■ **Directions**
Every record is to be printed exactly as written, and any picture in it is skipped.

(Extracted records)
- - -

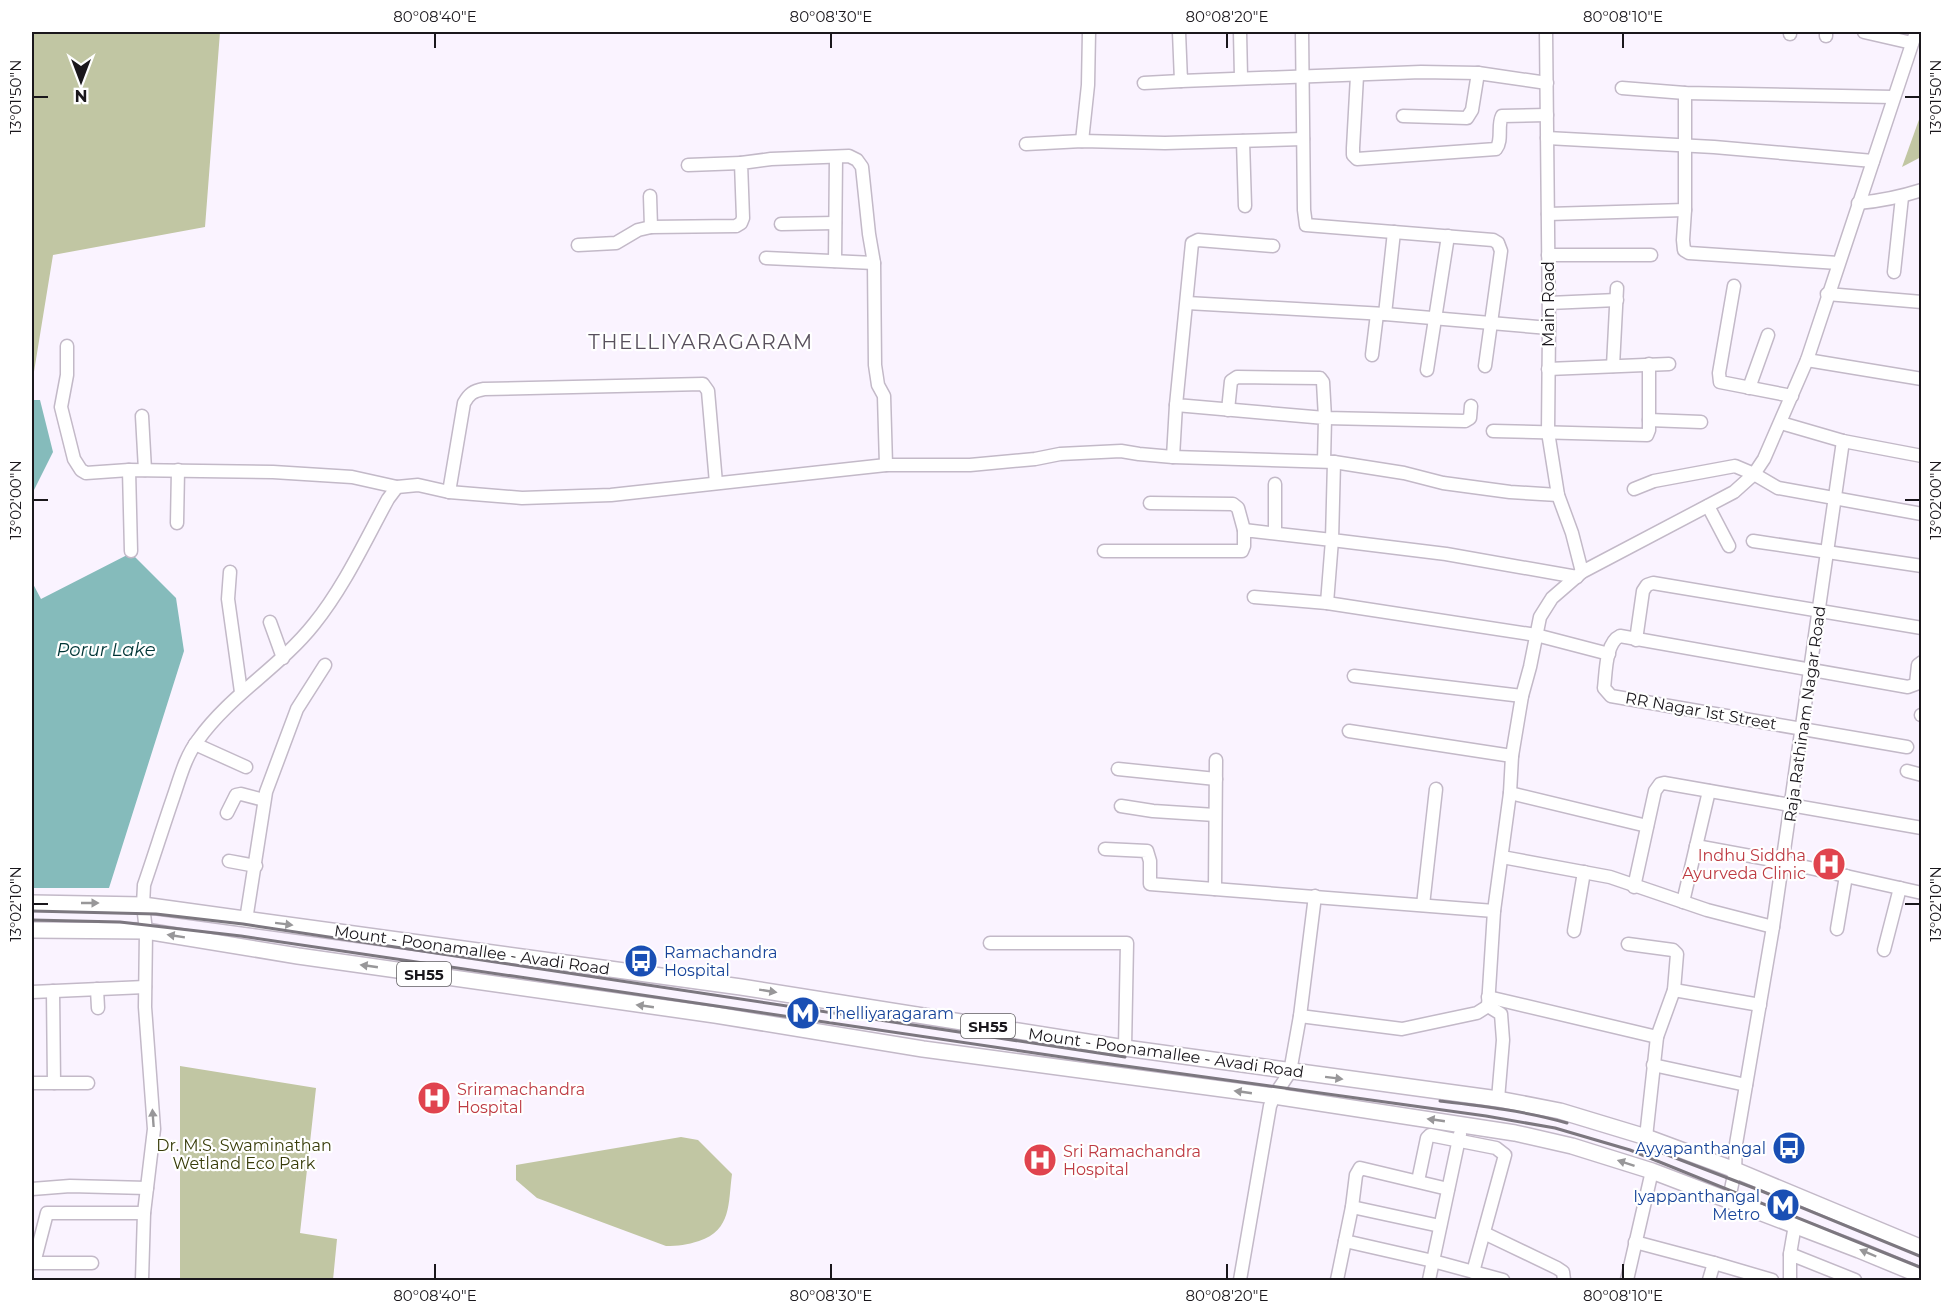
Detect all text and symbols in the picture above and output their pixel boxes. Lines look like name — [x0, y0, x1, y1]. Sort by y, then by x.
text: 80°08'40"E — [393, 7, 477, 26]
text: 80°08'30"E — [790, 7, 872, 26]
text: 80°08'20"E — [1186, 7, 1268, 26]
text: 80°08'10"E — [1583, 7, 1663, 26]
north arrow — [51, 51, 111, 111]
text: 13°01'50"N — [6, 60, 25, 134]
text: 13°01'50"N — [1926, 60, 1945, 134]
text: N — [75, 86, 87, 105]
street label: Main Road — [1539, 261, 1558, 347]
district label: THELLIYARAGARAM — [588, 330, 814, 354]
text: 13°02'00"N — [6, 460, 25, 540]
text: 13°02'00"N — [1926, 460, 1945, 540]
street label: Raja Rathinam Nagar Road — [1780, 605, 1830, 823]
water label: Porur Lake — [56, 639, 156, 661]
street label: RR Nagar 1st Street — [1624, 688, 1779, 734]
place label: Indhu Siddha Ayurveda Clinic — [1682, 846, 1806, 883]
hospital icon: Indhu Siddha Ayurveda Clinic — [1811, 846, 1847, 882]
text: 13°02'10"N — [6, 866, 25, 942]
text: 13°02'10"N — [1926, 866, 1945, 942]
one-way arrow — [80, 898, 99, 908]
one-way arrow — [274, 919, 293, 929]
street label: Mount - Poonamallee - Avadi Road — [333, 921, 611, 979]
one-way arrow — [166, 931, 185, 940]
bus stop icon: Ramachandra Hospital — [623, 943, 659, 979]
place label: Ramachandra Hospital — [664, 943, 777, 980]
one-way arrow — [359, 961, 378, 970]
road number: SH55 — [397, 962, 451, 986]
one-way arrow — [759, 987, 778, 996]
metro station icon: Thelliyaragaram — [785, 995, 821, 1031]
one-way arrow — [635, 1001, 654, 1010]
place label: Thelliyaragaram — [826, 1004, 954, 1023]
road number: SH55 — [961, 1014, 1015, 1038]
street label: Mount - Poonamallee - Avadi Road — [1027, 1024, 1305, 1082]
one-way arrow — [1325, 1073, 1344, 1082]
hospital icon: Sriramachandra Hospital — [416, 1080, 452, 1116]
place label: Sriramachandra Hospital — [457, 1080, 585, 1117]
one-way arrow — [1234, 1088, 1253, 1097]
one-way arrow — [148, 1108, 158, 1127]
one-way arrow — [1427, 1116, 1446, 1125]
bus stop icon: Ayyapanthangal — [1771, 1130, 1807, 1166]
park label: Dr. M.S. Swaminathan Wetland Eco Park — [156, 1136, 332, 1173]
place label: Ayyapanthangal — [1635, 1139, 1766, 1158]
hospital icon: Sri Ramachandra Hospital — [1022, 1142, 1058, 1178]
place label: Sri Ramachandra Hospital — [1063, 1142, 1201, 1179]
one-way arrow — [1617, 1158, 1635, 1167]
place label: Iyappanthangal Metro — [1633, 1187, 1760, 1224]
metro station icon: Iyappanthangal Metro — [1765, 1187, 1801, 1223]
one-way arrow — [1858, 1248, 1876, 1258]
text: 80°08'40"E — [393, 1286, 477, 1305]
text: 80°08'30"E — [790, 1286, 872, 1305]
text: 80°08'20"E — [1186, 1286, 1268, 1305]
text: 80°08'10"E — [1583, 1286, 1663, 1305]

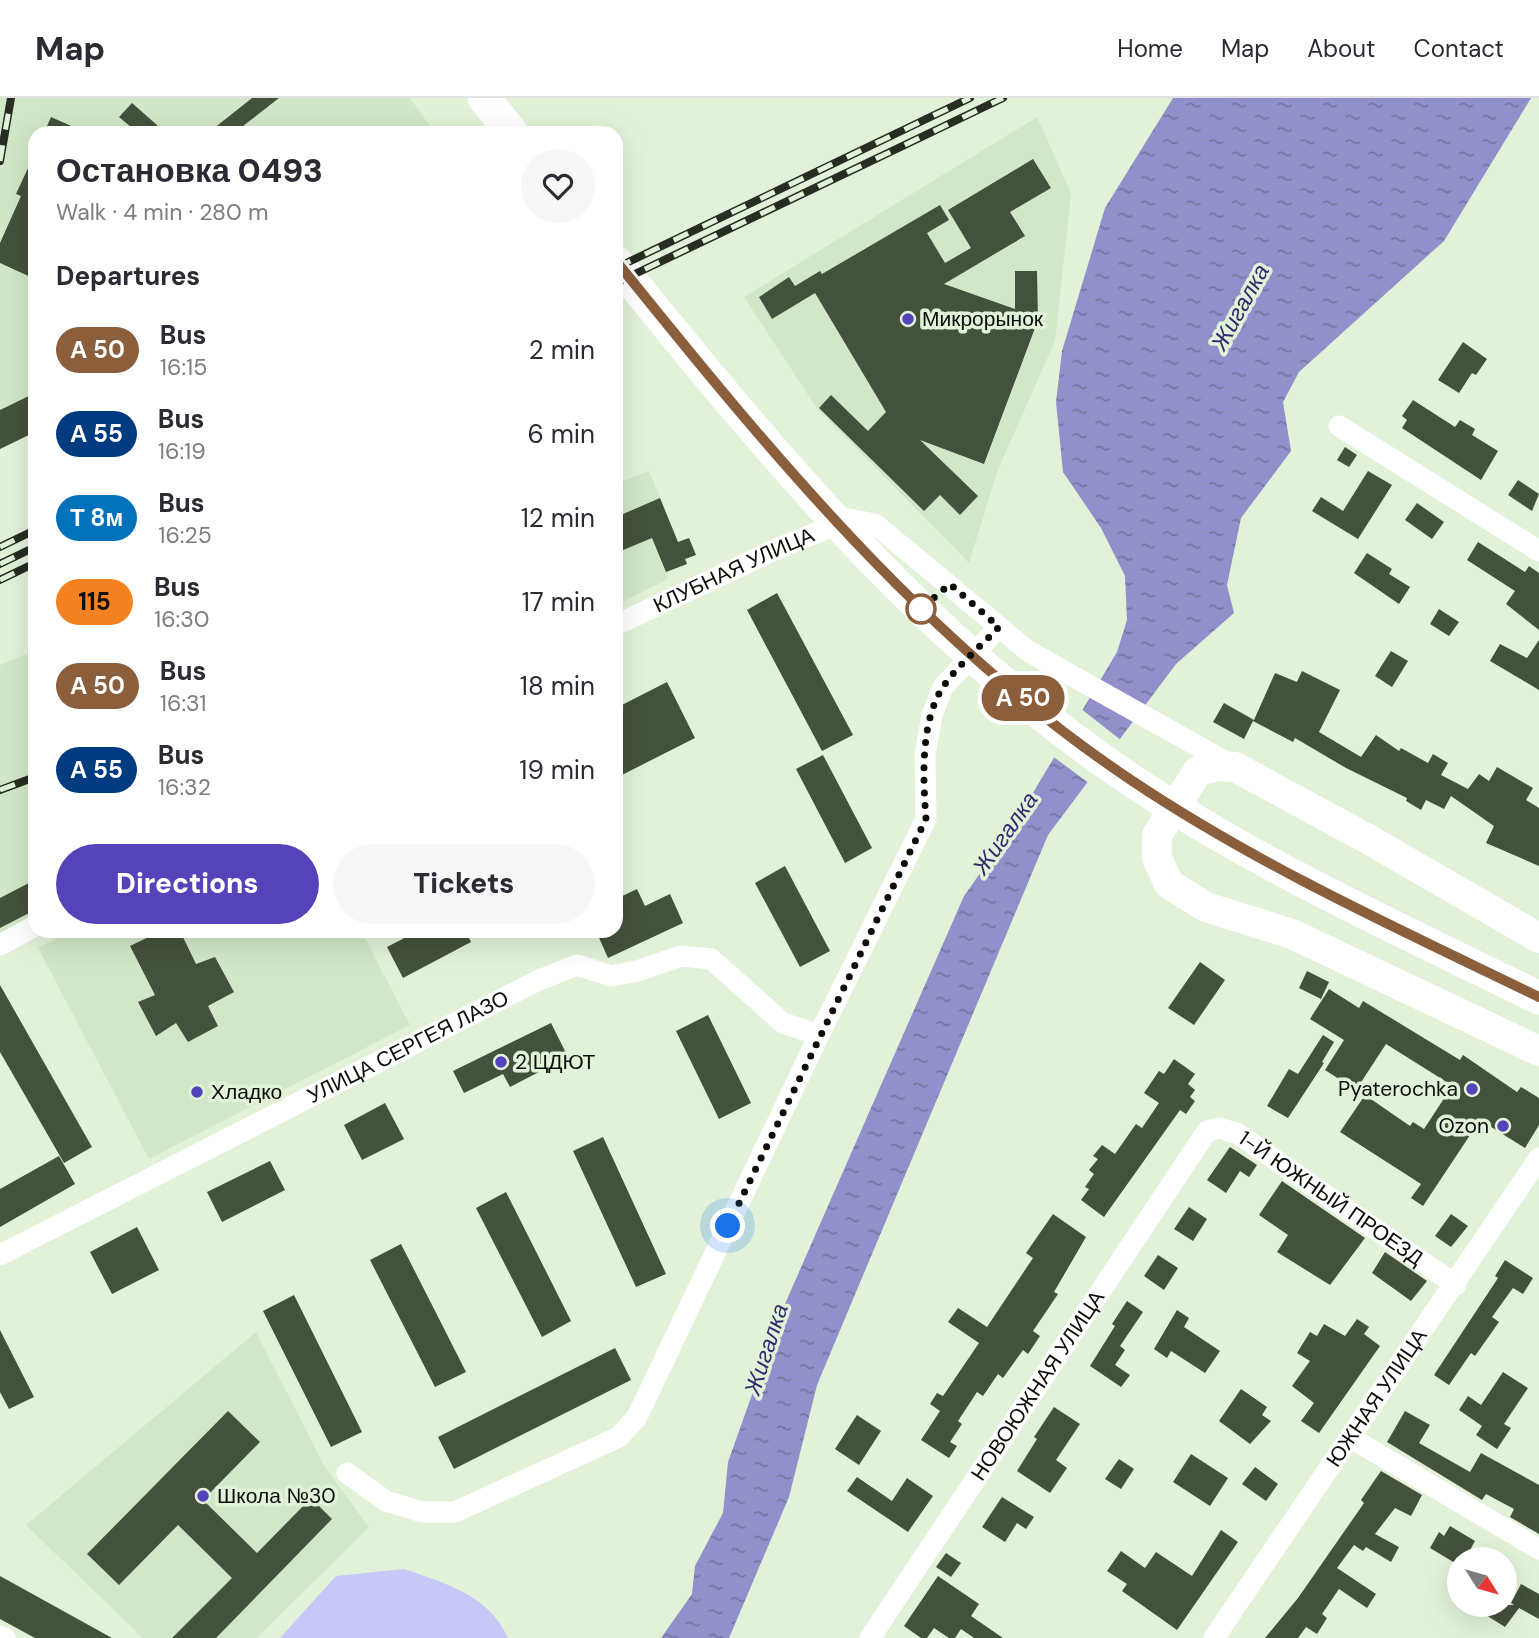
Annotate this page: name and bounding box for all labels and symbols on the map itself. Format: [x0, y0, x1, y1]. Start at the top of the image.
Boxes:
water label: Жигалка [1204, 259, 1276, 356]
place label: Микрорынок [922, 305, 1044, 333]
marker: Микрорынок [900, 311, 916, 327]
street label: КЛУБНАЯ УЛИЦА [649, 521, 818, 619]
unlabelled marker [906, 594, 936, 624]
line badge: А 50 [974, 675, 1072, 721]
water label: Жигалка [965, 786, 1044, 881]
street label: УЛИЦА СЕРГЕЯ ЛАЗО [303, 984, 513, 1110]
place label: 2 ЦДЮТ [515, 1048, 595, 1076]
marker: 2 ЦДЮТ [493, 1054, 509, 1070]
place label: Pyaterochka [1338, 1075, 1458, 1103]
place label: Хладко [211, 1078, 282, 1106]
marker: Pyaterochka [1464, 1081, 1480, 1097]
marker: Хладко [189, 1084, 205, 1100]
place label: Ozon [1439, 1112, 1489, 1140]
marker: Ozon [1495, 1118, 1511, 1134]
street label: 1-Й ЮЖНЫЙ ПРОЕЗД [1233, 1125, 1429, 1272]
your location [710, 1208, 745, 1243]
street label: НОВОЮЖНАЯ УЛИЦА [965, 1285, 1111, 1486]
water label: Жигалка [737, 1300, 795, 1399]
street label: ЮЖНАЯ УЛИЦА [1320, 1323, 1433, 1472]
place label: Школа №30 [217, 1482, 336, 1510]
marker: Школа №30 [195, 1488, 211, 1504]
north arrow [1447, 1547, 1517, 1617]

- - -

■ **Reply to the exercise**
Detect all text and symbols in the picture above and output their pixel boxes. Lines look like name — [x0, y0, x1, y1]. Sort by y, then by x.
text: 80°08'40"E — [393, 7, 477, 26]
text: 80°08'30"E — [790, 7, 872, 26]
text: 80°08'20"E — [1186, 7, 1268, 26]
text: 80°08'10"E — [1583, 7, 1663, 26]
north arrow — [51, 51, 111, 111]
text: 13°01'50"N — [6, 60, 25, 134]
text: 13°01'50"N — [1926, 60, 1945, 134]
text: N — [75, 86, 87, 105]
street label: Main Road — [1539, 261, 1558, 347]
district label: THELLIYARAGARAM — [588, 330, 814, 354]
text: 13°02'00"N — [6, 460, 25, 540]
text: 13°02'00"N — [1926, 460, 1945, 540]
street label: Raja Rathinam Nagar Road — [1780, 605, 1830, 823]
water label: Porur Lake — [56, 639, 156, 661]
street label: RR Nagar 1st Street — [1624, 688, 1779, 734]
place label: Indhu Siddha Ayurveda Clinic — [1682, 846, 1806, 883]
hospital icon: Indhu Siddha Ayurveda Clinic — [1811, 846, 1847, 882]
text: 13°02'10"N — [6, 866, 25, 942]
text: 13°02'10"N — [1926, 866, 1945, 942]
one-way arrow — [80, 898, 99, 908]
one-way arrow — [274, 919, 293, 929]
street label: Mount - Poonamallee - Avadi Road — [333, 921, 611, 979]
one-way arrow — [166, 931, 185, 940]
bus stop icon: Ramachandra Hospital — [623, 943, 659, 979]
place label: Ramachandra Hospital — [664, 943, 777, 980]
one-way arrow — [359, 961, 378, 970]
road number: SH55 — [397, 962, 451, 986]
one-way arrow — [759, 987, 778, 996]
metro station icon: Thelliyaragaram — [785, 995, 821, 1031]
one-way arrow — [635, 1001, 654, 1010]
place label: Thelliyaragaram — [826, 1004, 954, 1023]
road number: SH55 — [961, 1014, 1015, 1038]
street label: Mount - Poonamallee - Avadi Road — [1027, 1024, 1305, 1082]
one-way arrow — [1325, 1073, 1344, 1082]
hospital icon: Sriramachandra Hospital — [416, 1080, 452, 1116]
place label: Sriramachandra Hospital — [457, 1080, 585, 1117]
one-way arrow — [1234, 1088, 1253, 1097]
one-way arrow — [148, 1108, 158, 1127]
one-way arrow — [1427, 1116, 1446, 1125]
bus stop icon: Ayyapanthangal — [1771, 1130, 1807, 1166]
park label: Dr. M.S. Swaminathan Wetland Eco Park — [156, 1136, 332, 1173]
place label: Ayyapanthangal — [1635, 1139, 1766, 1158]
hospital icon: Sri Ramachandra Hospital — [1022, 1142, 1058, 1178]
place label: Sri Ramachandra Hospital — [1063, 1142, 1201, 1179]
one-way arrow — [1617, 1158, 1635, 1167]
place label: Iyappanthangal Metro — [1633, 1187, 1760, 1224]
metro station icon: Iyappanthangal Metro — [1765, 1187, 1801, 1223]
one-way arrow — [1858, 1248, 1876, 1258]
text: 80°08'40"E — [393, 1286, 477, 1305]
text: 80°08'30"E — [790, 1286, 872, 1305]
text: 80°08'20"E — [1186, 1286, 1268, 1305]
text: 80°08'10"E — [1583, 1286, 1663, 1305]

Annotate this page: name and bounding box for all labels and symbols on the map itself. Format: [x0, y0, x1, y1]. Start at the top of the image.
Boxes:
water label: Жигалка [1204, 259, 1276, 356]
place label: Микрорынок [922, 305, 1044, 333]
marker: Микрорынок [900, 311, 916, 327]
street label: КЛУБНАЯ УЛИЦА [649, 521, 818, 619]
unlabelled marker [906, 594, 936, 624]
line badge: А 50 [974, 675, 1072, 721]
water label: Жигалка [965, 786, 1044, 881]
street label: УЛИЦА СЕРГЕЯ ЛАЗО [303, 984, 513, 1110]
place label: 2 ЦДЮТ [515, 1048, 595, 1076]
marker: 2 ЦДЮТ [493, 1054, 509, 1070]
place label: Pyaterochka [1338, 1075, 1458, 1103]
place label: Хладко [211, 1078, 282, 1106]
marker: Pyaterochka [1464, 1081, 1480, 1097]
marker: Хладко [189, 1084, 205, 1100]
place label: Ozon [1439, 1112, 1489, 1140]
marker: Ozon [1495, 1118, 1511, 1134]
street label: 1-Й ЮЖНЫЙ ПРОЕЗД [1233, 1125, 1429, 1272]
your location [710, 1208, 745, 1243]
street label: НОВОЮЖНАЯ УЛИЦА [965, 1285, 1111, 1486]
water label: Жигалка [737, 1300, 795, 1399]
street label: ЮЖНАЯ УЛИЦА [1320, 1323, 1433, 1472]
place label: Школа №30 [217, 1482, 336, 1510]
marker: Школа №30 [195, 1488, 211, 1504]
north arrow [1447, 1547, 1517, 1617]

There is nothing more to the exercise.